RIPPON: I could even get emotional thinking about it but I've gotten so many messages from young kids all over the country that my story has resonated with them. And it's incredibly powerful.

RIPLEY (voice-over): Veteran sports journalist Christine Brennan has covered 18 Olympics. She says the games give athletes an unparalled platform with a rich history of cultural milestones.

CHRISTINE BRENNAN, CNN SPORTS ANALYST: In 1968 you had the Black Power salute and now we have Adam and Gus, openly gay athletes, talking about their lives; 50 years from now, people will be looking back and talking about Adam and Gus.

RIPLEY (voice-over): Brennan remembers a time not too long ago when gay Olympians had little choice but to live secret lives.
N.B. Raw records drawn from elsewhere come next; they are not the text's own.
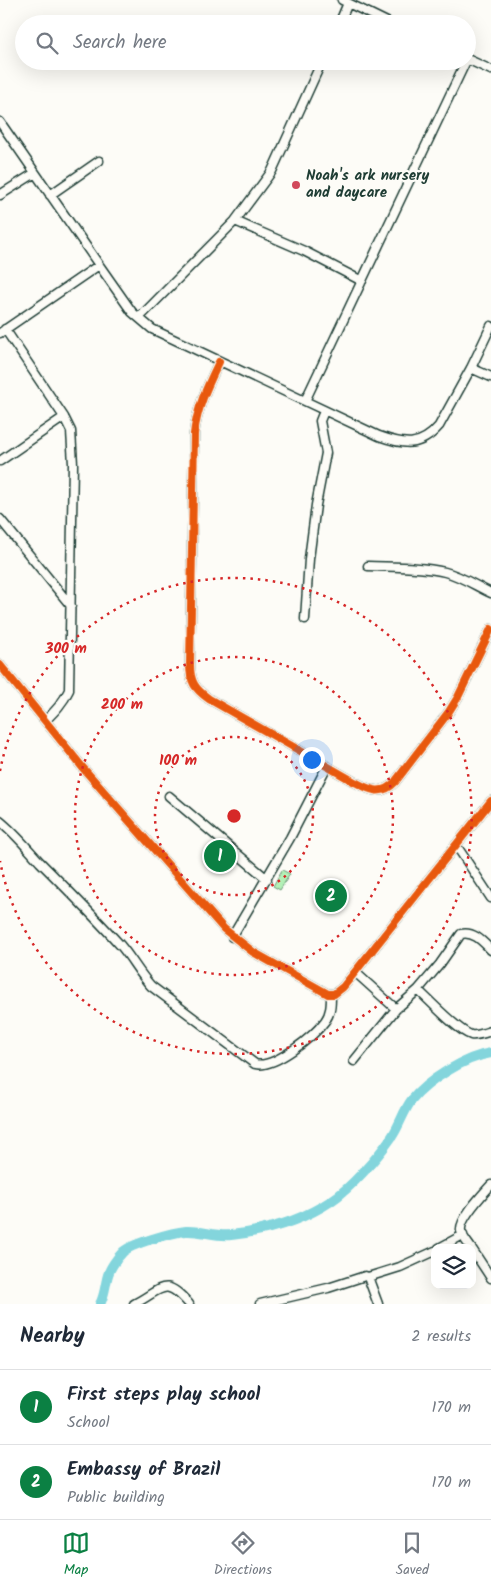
<!DOCTYPE html>
<style>
body{margin:0;font-family:Kalam,sans-serif;background:#f2f2f3;color:#1f2937}
.controls{position:absolute;right:15px;bottom:15px;display:grid;overflow:hidden;border-radius:10px;box-shadow:0 5px 20px #0002}
.controls button{width:45px;height:45px;display:grid;place-items:center;padding:0;border:0;border-bottom:1px solid #e0e1e3;background:#fff;color:#1f2937;font:25px sans-serif}
.you{position:absolute;left:311px;top:759px;width:18px;height:18px;margin:-12px;border:4px solid #fff;border-radius:50%;background:#1a73e8;box-shadow:0 0 0 8px #1a73e833}
.badge{display:grid;place-items:center;width:32px;height:32px;border-radius:50%;background:#0b8043;color:#fff;font-size:16px;font-weight:700}
.pin{position:absolute;translate:-50% -50%;border:2px solid #fff;box-shadow:0 1px 5px #0006}
.list{margin:0;padding:0;list-style:none}
h2{display:flex;justify-content:space-between;align-items:center;height:65px;margin:0;padding:0 20px;font-size:21px}
h2 small{font-size:16px;font-weight:400;color:#747a83}
.list li{display:grid;grid-template-columns:32px 1fr auto;gap:15px;align-items:center;box-sizing:border-box;height:75px;padding:0 20px;border-top:1px solid #e0e1e3}
.list b{display:block;font-size:19px;white-space:nowrap}
.list p{margin:0;font-size:16px;white-space:nowrap;color:#747a83}
.list em{font-size:16px;font-style:normal;color:#747a83}
.icon{flex:none;width:28px;height:28px;fill:none;stroke:currentColor;stroke-width:2;stroke-linecap:round;stroke-linejoin:round}
.map{position:relative;flex:none;width:491px;height:1304px;overflow:hidden}
.search{position:absolute;background:#fff;box-shadow:0 5px 20px #0002;left:15px;right:15px;top:15px;height:55px;display:flex;align-items:center;gap:12px;box-sizing:border-box;padding:0 18px;border-radius:28px;color:#747a83;font-size:19px}
.sheet{height:215px;background:#fff}
nav{display:flex;justify-content:space-around;align-items:center;box-sizing:border-box;height:70px;border-top:1px solid #e0e1e3;background:#fff;font-size:14px;color:#747a83}
nav a{display:grid;justify-items:center;gap:2px}
nav .on{color:#0b8043}
.map>svg:first-child{display:block}
.grass{fill:#b3f0b6;stroke:#699675}
.lines{fill:none;stroke-linecap:round;stroke-linejoin:round}
.river{stroke:#83d5dc;stroke-width:10}
.minor-casing{stroke:#1f3d34;stroke-width:11}
.minor{stroke:#fdfcf7;stroke-width:8}
.cycleway-casing{stroke:#fdfcf7;stroke-width:11}
.cycleway{stroke:#e8590c;stroke-width:8}
.ring{fill:none;stroke:#d62828;stroke-width:2.5;stroke-dasharray:2.5 5}
.poi-dot{fill:#d1495b;stroke:#fdfcf7;stroke-width:2}
.labels{text-anchor:middle;dominant-baseline:central;stroke-width:4.5;stroke-linejoin:round;paint-order:stroke}
.poi-label{font-size:15px;font-weight:bold;fill:#1f3d34;stroke:#fdfcf7;text-anchor:start}
.centre{fill:#d62828;stroke:#fdfcf7;stroke-width:2.5}
.ring-label{font-size:15px;text-anchor:middle;font-weight:bold;fill:#d62828;stroke:#fdfcf7;stroke-width:4.5;stroke-linejoin:round;paint-order:stroke}
</style>
<div class="map">
<svg width="491" height="1304" viewBox="0 0 491 1304">
<rect width="100%" height="100%" fill="#fdfcf7"/>
<filter id="ink" filterUnits="userSpaceOnUse"><feTurbulence type="fractalNoise" baseFrequency=".02" numOctaves="2"/><feDisplacementMap in="SourceGraphic" scale="10" xChannelSelector="R" yChannelSelector="G"/><feConvolveMatrix kernelMatrix="1 2 1 2 8 2 1 2 1" color-interpolation-filters="sRGB"/></filter>
<g filter="url(#ink)">
<path class="grass" d="M282,870L290,874L280,890L273,886Z"/>
<g class="lines">
<path class="river" d="M100,1304C105,1295 105,1285 108,1275C110,1268 117,1258 122,1253C129,1244 174,1232 186,1231C201,1230 216,1237 231,1235C267,1231 301,1221 331,1201C351,1188 377,1158 391,1138C399,1127 403,1112 411,1101C428,1080 465,1057 491,1053"/>
<defs>
<path id="minor" d="M342,0L391,24
M339,24L348,3
M467,59L491,70
M0,122L99,265L132,312L152,329L379,436C404,445 420,448 439,426L471,368L491,326
M0,195L35,173
M50,195L99,161
M235,221L304,251L362,281
M139,318L235,221L272,171L322,61
M5,329L64,417L71,431L73,464L69,690C63,703 55,711 45,721
M0,333L99,265
M219,362C208,385 197,407 194,434L190,665C190,682 195,689 209,699L353,781C368,789 381,797 395,782L448,713L458,697L491,629
M471,368L491,377
M305,401L466,61
M0,461L64,417
M0,519L71,606
M368,566C393,567 420,566 445,572C461,576 476,586 491,593
M305,619L309,559L316,505L326,453L320,421L324,411
M0,665L83,768L224,929L253,952L328,994H334L343,987L491,801
M169,796L267,879
M0,821C15,833 27,848 40,862C68,890 95,917 121,946C132,959 139,973 151,986L255,1064C274,1069 314,1036 325,1021C331,1013 331,1004 331,995
M456,845L491,898
M232,937L290,838L327,766
M355,972L396,1009
M418,990C430,1001 458,1031 471,1035C477,1036 485,1033 491,1031
M354,1061L396,1009L418,990L440,964L461,934C474,931 483,942 491,950
M439,1248L463,1235
M471,1248C468,1243 462,1237 461,1231C459,1219 483,1194 491,1185
M472,1249L491,1278
M368,1277L378,1304
M134,1304C162,1290 164,1275 189,1304
M260,1304L328,1288L365,1276L368,1277L400,1267L435,1251"/>
</defs>
<use href="#minor" class="minor-casing"/>
<use href="#minor" class="minor"/>
<defs>
<path id="cycleway" d="M219,362C208,385 197,407 194,434L190,665C190,682 195,689 209,699L353,781C368,789 381,797 395,782L448,713L458,697L491,629
M0,665L83,768L224,929L253,952L328,994H334L343,987L491,801"/>
</defs>
<use href="#cycleway" class="cycleway-casing"/>
<use href="#cycleway" class="cycleway"/>
</g>
</g>
<g class="ring">
<circle cx="234" cy="816" r="79"/>
<circle cx="234" cy="816" r="159"/>
<path d="M0 771A238 238 0 1 1 0 861"/>
</g>
<circle class="poi-dot" cx="296" cy="185" r="5"/>
<g class="labels">
<g class="poi-label">
<text x="306" y="176">Noah's ark nursery<tspan x="306" dy="17">and daycare</tspan></text>
</g>
</g>
<circle cx="234" cy="816" r="8" class="centre"/>
<g class="ring-label">
<text x="66" y="653">300 m</text>
<text x="122" y="709">200 m</text>
<text x="178" y="765">100 m</text>
</g>
</svg>
<div class="controls">
<button><svg class="icon" aria-label="layers" viewBox="0 0 24 24"><path d="M12 4l9 5-9 5-9-5zM3 14l9 5 9-5"/></svg></button>
</div>
<div class="you"></div>
<div class="pin badge" style="left:220px;top:856px">1</div>
<div class="pin badge" style="left:331px;top:896px">2</div>
<div class="search"><svg class="icon" aria-label="search" viewBox="0 0 24 24"><circle cx="10" cy="10" r="6"/><path d="M15 15l6 6"/></svg>Search here</div>
</div>
<section class="sheet">
<h2>Nearby<small>2 results</small></h2>
<ul class="list">
<li><span class="badge">1</span><div><b>First steps play school</b><p>School</p></div><em>170 m</em></li>
<li><span class="badge">2</span><div><b>Embassy of Brazil</b><p>Public building</p></div><em>170 m</em></li>
</ul>
</section>
<nav>
<a class="on"><svg class="icon" aria-label="map" viewBox="0 0 24 24"><path d="M3 6l6-2 6 2 6-2v14l-6 2-6-2-6 2zM9 4v14M15 6v14"/></svg>Map</a>
<a><svg class="icon" aria-label="directions" viewBox="0 0 24 24"><path d="M12 3l9 9-9 9-9-9zM9 14v-3h6M13 9l2 2-2 2"/></svg>Directions</a>
<a><svg class="icon" aria-label="saved" viewBox="0 0 24 24"><path d="M7 4h10v16l-5-4-5 4z"/></svg>Saved</a>
</nav>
BRENNAN: Several decades ago, athletes just could never have risked coming out. They would have lost everything, sponsorship, what have you. Think of Brian Boitano and the skating shows, all that he had that came out of those Olympic Games --


BRENNAN: -- all gone if he had come out.

RIPLEY (voice-over): Brian Boitano won figure skating gold in 1988. He waited 26 years to come out in 2014. Boitano was a member of former President Obama's delegation at the Winter Games in Sochi.

BRIAN BOITANO, OLYMPIAN: I felt great about supporting the president's message, because it was -- is such a powerful statement as a powerful way to go into Sochi and it was a powerful time.
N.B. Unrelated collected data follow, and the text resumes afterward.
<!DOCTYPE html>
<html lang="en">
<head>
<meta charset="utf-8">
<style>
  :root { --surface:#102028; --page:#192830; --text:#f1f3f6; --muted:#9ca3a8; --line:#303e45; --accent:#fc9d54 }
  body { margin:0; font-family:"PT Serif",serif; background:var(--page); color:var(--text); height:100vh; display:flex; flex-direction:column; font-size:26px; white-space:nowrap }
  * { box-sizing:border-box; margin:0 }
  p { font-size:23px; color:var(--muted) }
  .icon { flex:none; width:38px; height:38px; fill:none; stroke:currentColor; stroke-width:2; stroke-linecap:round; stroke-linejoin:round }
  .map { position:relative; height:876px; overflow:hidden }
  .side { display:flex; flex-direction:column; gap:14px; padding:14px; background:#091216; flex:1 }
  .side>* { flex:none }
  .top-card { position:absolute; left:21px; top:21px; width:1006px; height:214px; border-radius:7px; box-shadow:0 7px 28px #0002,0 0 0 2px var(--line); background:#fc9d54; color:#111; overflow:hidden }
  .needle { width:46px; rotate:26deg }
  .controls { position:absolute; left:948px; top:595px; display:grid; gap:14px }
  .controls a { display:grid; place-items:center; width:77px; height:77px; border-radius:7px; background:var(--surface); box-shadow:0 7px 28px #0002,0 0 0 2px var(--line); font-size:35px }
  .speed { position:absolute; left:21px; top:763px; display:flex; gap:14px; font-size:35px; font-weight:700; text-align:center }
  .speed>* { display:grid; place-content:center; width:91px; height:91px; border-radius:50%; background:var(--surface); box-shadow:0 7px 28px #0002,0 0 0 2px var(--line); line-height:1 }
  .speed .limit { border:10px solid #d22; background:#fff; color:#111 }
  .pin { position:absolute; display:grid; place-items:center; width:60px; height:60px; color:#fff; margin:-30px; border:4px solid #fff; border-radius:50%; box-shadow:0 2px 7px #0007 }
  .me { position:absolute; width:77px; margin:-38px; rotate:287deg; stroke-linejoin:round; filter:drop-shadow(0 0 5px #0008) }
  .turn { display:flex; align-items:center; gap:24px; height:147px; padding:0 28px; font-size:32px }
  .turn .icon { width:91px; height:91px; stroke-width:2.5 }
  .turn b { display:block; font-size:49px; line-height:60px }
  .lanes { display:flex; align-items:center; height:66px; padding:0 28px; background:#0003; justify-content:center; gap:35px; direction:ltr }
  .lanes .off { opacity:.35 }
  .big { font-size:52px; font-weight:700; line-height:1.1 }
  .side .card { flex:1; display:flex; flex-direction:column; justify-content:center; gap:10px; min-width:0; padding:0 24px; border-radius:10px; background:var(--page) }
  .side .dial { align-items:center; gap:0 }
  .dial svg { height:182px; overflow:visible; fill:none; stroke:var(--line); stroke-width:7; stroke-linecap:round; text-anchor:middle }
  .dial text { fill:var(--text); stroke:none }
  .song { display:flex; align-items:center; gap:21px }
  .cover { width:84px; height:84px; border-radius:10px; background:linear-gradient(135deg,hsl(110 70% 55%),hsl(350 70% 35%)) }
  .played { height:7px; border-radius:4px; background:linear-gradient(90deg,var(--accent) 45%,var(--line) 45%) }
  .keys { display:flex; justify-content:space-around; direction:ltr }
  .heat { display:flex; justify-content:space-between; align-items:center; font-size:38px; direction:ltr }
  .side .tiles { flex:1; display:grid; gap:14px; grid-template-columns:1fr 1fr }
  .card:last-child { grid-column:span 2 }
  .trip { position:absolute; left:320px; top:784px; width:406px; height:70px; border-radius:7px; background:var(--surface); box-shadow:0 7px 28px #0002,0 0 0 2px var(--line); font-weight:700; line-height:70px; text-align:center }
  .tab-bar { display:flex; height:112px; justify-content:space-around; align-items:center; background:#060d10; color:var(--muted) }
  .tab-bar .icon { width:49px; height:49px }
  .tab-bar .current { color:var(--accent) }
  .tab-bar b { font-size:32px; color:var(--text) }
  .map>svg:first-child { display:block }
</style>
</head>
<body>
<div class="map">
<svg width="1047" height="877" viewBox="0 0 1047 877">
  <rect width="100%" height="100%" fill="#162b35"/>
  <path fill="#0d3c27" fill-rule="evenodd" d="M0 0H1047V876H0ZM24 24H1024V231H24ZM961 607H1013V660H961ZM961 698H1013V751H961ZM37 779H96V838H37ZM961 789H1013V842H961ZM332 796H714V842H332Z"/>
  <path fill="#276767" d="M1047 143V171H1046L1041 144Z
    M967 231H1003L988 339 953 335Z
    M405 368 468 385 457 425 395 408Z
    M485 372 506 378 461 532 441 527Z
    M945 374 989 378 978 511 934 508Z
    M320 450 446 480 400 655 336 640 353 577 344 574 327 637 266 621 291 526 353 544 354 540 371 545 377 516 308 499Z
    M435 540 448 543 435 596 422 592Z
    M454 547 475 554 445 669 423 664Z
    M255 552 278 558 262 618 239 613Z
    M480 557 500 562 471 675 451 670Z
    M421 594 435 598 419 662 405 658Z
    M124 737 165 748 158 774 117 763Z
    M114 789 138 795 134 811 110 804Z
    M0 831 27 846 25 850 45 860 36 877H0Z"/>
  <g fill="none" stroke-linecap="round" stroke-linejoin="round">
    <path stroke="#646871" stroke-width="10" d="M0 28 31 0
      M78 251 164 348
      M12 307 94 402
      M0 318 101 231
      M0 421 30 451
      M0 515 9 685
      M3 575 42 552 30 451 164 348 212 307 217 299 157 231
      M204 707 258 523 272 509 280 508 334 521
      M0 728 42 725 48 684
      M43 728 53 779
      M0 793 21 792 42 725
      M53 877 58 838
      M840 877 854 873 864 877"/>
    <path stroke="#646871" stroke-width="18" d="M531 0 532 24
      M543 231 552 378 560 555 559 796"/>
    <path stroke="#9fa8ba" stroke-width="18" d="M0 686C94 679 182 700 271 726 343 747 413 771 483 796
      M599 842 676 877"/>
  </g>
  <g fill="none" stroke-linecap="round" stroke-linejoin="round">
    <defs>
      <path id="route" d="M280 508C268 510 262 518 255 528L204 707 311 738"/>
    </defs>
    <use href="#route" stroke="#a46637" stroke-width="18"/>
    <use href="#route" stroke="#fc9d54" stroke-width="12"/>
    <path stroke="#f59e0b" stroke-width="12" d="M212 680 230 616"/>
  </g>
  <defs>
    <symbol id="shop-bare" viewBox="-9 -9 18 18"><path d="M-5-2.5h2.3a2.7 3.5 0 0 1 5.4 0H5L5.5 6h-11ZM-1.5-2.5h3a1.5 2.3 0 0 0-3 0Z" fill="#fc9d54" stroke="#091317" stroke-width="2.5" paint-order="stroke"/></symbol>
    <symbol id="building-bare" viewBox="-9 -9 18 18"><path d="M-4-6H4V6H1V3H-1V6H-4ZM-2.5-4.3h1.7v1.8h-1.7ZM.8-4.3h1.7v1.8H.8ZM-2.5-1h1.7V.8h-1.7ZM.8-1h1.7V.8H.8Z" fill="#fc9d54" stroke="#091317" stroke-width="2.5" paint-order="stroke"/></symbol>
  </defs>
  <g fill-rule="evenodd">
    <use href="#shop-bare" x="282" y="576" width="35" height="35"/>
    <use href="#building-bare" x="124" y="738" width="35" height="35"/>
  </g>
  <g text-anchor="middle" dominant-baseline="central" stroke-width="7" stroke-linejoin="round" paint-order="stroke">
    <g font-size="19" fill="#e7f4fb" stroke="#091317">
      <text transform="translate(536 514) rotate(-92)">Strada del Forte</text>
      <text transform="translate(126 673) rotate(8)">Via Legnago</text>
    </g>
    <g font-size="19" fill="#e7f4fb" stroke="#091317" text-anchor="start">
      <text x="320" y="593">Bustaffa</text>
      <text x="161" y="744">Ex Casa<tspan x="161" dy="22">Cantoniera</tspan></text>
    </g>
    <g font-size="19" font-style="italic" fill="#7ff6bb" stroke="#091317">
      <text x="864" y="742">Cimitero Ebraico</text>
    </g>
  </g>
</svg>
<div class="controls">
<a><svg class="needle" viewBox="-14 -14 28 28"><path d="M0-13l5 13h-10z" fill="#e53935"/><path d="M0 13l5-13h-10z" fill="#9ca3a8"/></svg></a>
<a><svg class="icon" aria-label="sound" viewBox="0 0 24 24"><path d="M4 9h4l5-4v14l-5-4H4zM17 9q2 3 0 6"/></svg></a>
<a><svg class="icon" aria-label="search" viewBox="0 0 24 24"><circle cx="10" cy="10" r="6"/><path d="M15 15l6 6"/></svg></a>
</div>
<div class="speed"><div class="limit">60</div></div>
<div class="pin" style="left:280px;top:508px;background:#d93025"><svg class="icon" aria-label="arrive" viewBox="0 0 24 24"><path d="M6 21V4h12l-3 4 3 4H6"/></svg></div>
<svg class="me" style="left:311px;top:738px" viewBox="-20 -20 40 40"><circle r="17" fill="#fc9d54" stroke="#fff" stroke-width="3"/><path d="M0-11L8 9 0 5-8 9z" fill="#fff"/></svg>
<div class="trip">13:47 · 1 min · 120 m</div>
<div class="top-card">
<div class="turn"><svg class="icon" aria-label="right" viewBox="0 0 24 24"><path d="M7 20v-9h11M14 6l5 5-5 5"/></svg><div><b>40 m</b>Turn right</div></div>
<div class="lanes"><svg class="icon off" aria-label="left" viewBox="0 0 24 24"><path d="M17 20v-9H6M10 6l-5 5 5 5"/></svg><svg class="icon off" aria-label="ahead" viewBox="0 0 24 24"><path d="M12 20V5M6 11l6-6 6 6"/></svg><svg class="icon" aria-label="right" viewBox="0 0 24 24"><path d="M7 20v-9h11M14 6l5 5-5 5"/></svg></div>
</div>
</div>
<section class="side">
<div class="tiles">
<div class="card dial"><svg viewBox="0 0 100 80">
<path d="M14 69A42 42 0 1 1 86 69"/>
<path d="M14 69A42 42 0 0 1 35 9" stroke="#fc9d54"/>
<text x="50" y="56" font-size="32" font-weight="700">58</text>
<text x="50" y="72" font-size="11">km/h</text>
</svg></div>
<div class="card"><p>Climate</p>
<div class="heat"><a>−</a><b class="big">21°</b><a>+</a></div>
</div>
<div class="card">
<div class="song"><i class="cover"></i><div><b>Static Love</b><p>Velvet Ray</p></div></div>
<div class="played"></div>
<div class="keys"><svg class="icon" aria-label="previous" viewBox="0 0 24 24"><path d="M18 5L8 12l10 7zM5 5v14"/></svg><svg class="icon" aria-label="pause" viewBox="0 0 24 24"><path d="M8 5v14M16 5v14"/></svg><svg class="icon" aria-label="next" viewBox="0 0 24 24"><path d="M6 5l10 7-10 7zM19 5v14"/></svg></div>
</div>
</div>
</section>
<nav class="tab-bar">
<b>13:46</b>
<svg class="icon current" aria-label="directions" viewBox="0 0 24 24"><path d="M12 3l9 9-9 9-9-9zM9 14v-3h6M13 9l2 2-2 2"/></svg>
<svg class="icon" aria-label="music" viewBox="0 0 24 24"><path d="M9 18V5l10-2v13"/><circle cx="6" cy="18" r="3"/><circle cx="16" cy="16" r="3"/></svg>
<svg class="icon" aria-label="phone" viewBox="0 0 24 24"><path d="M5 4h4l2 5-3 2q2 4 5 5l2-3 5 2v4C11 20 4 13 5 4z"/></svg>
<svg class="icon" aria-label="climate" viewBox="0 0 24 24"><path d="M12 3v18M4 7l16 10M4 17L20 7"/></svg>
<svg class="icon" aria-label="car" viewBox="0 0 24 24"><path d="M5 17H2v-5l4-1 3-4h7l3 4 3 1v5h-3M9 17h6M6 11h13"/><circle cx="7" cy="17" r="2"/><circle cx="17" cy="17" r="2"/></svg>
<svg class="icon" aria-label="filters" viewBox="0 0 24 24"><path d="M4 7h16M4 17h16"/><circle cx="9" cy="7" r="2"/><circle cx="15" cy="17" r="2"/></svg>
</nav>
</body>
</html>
The focus on sexuality now, it's happening because it needs to happen to promote open-mindedness from, you know, the public and more people. And once that happens, then hopefully people won't have to talk about sexuality as much anymore.

RIPLEY (voice-over): Today's out and proud Olympians are amplifying their voices on social media.

KENWORTHY: Adam and I may be the first U.S. openly gay Winter Olympians but we're definitely not going to be the last.

RIPLEY (voice-over): Kenworthy says many athletes are still hiding in the closet. He hopes to convince others there's no reason to hide anymore -- Will Ripley, CNN, PyeongChang, South Korea.


VAUSE: And CNN is partnering with young people around the world for a student-led day of action against modern-day slavery. The second annual MyFreedomDay will be March 14th and you can join. We'll be asking people what freedom means to them, including some Olympic stars.


JOHANNES, NORWEGIAN SKIER: Freedom means lot. I think every, should have this freedom to do what motivate them and to do what you like and that's the most important thing in my life.

I like to follow my dreams and do my things. Yes, to just try to do things I like. I think that's the most important thing in life, to follow your dreams and don't look back.

NATHAN CHEN, U.S. FIGURE SKATER: Freedom means being able to be who you are whenever, wherever, say whatever you would like and just truly be yourself.


VAUSE: So we want to hear what freedom means to you, post a photo or a video to social media using the #MyFreedomDay.

Thank you for watching CNN NEWSROOM live from Los Angeles. I'm John Vause. "WORLD SPORT" live from PyeongChang is up next. You're watching CNN.